— What you should do —
Without the pictures, write the listing out again exactly as it appears.

— Raw data —
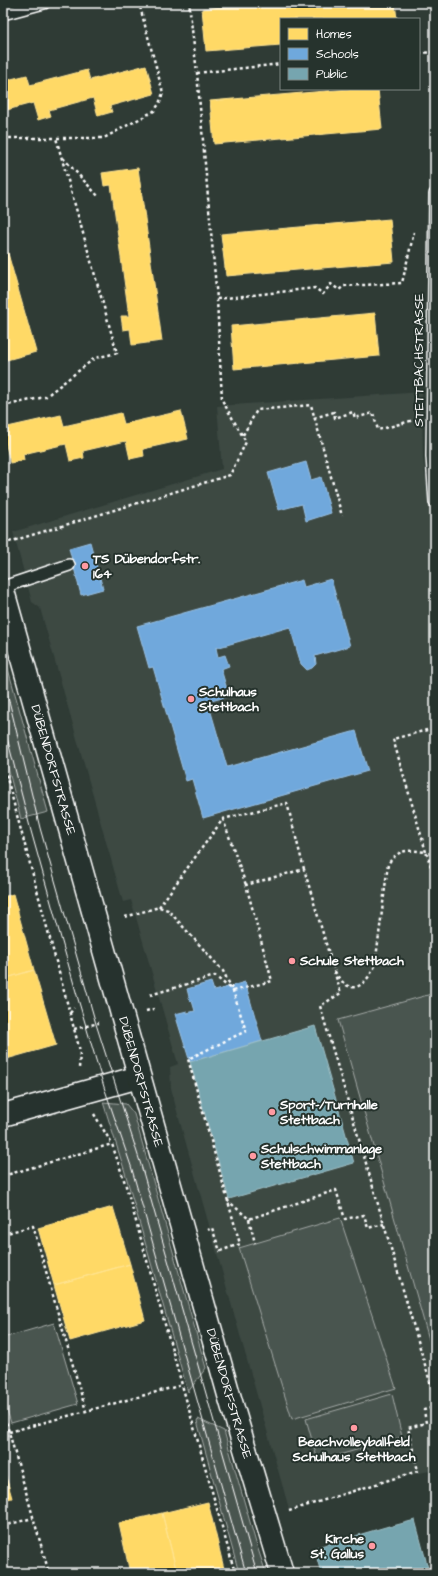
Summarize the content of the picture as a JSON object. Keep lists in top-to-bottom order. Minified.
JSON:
{"streets":{"street":["DÜBENDORFSTRASSE"],"lane":["STETTBACHSTRASSE"]},"places":["TS Dübendorfstr. 164","Schulhaus Stettbach","Schule Stettbach","Sport-/Turnhalle Stettbach","Schulschwimmanlage Stettbach","Beachvolleyballfeld Schulhaus Stettbach","Kirche St. Gallus"],"legend":["Homes","Schools","Public"]}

— Answer area —
Summarize the content of the picture as a JSON object. Keep lists in top-to-bottom order. Minified.
JSON:
{"streets":{"street":["DÜBENDORFSTRASSE"],"lane":["STETTBACHSTRASSE"]},"places":["TS Dübendorfstr. 164","Schulhaus Stettbach","Schule Stettbach","Sport-/Turnhalle Stettbach","Schulschwimmanlage Stettbach","Beachvolleyballfeld Schulhaus Stettbach","Kirche St. Gallus"],"legend":["Homes","Schools","Public"]}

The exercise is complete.